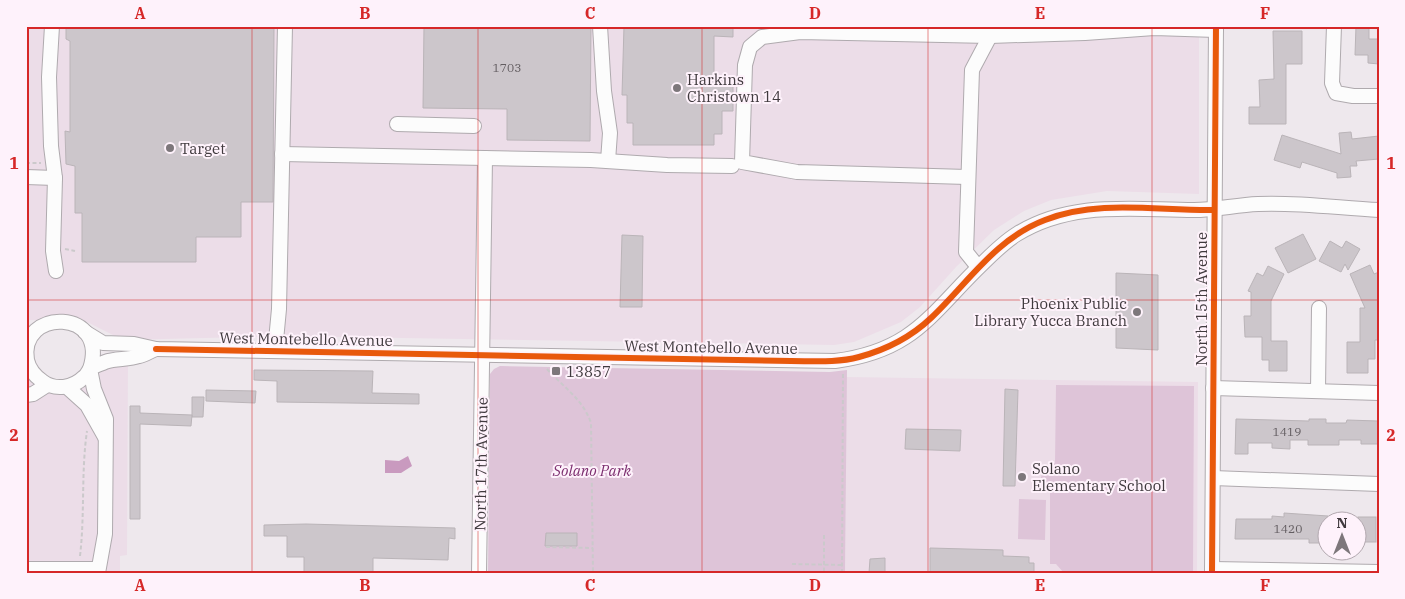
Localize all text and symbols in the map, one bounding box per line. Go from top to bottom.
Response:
text: A [134,3,146,23]
text: B [359,3,371,23]
text: C [585,3,595,23]
text: D [809,3,821,23]
text: E [1035,3,1045,23]
text: F [1260,3,1270,23]
house number: 1703 [493,60,521,75]
place label: Harkins Christown 14 [687,70,781,106]
marker: Harkins Christown 14 [671,82,683,94]
place label: Target [180,139,225,158]
marker: Target [164,142,176,154]
text: 1 [9,153,19,173]
text: 1 [1386,153,1396,173]
street label: North 15th Avenue [1192,232,1211,366]
place label: Phoenix Public Library Yucca Branch [974,294,1127,330]
marker: Phoenix Public Library Yucca Branch [1131,306,1143,318]
street label: West Montebello Avenue [219,328,393,350]
street label: West Montebello Avenue [624,336,798,358]
place label: 13857 [566,362,611,381]
marker: 13857 [550,365,562,377]
street label: North 17th Avenue [470,397,492,531]
house number: 1419 [1273,424,1301,439]
text: 2 [9,425,19,445]
text: 2 [1386,425,1396,445]
place label: Solano Elementary School [1032,459,1166,495]
park label: Solano Park [552,461,631,480]
marker: Solano Elementary School [1016,471,1028,483]
north arrow [1318,512,1368,562]
text: N [1336,514,1348,532]
house number: 1420 [1274,521,1302,536]
text: A [134,575,146,595]
text: B [359,575,371,595]
text: C [585,575,595,595]
text: D [809,575,821,595]
text: E [1035,575,1045,595]
text: F [1260,575,1270,595]

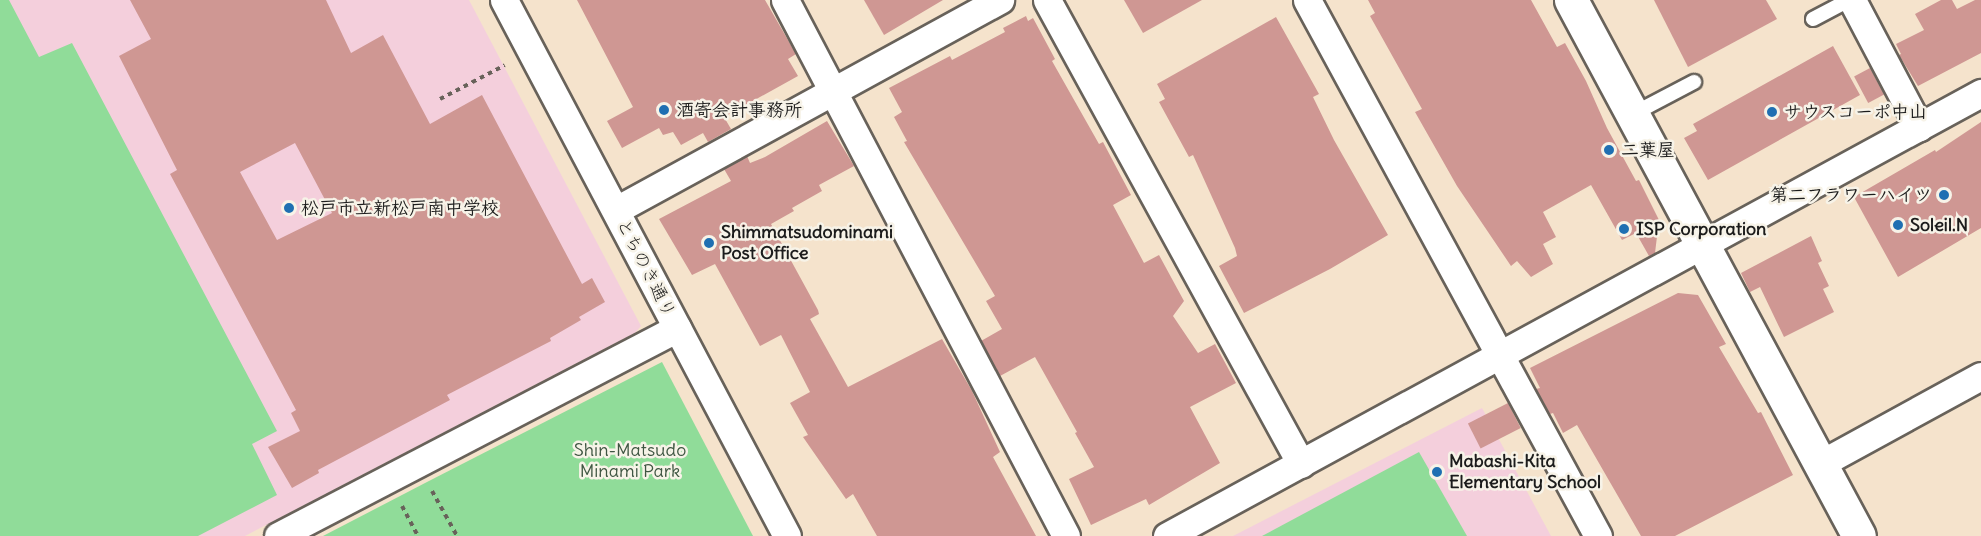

## Activity
Write out the entries again word for word. Do not include the pictures.

## Solution to the exercise
Localize all text and symbols in the map, one bounding box per line. Go from top to bottom.
Response:
text: A [134,3,146,23]
text: B [359,3,371,23]
text: C [585,3,595,23]
text: D [809,3,821,23]
text: E [1035,3,1045,23]
text: F [1260,3,1270,23]
house number: 1703 [493,60,521,75]
place label: Harkins Christown 14 [687,70,781,106]
marker: Harkins Christown 14 [671,82,683,94]
place label: Target [180,139,225,158]
marker: Target [164,142,176,154]
text: 1 [9,153,19,173]
text: 1 [1386,153,1396,173]
street label: North 15th Avenue [1192,232,1211,366]
place label: Phoenix Public Library Yucca Branch [974,294,1127,330]
marker: Phoenix Public Library Yucca Branch [1131,306,1143,318]
street label: West Montebello Avenue [219,328,393,350]
street label: West Montebello Avenue [624,336,798,358]
place label: 13857 [566,362,611,381]
marker: 13857 [550,365,562,377]
street label: North 17th Avenue [470,397,492,531]
house number: 1419 [1273,424,1301,439]
text: 2 [9,425,19,445]
text: 2 [1386,425,1396,445]
place label: Solano Elementary School [1032,459,1166,495]
park label: Solano Park [552,461,631,480]
marker: Solano Elementary School [1016,471,1028,483]
north arrow [1318,512,1368,562]
text: N [1336,514,1348,532]
house number: 1420 [1274,521,1302,536]
text: A [134,575,146,595]
text: B [359,575,371,595]
text: C [585,575,595,595]
text: D [809,575,821,595]
text: E [1035,575,1045,595]
text: F [1260,575,1270,595]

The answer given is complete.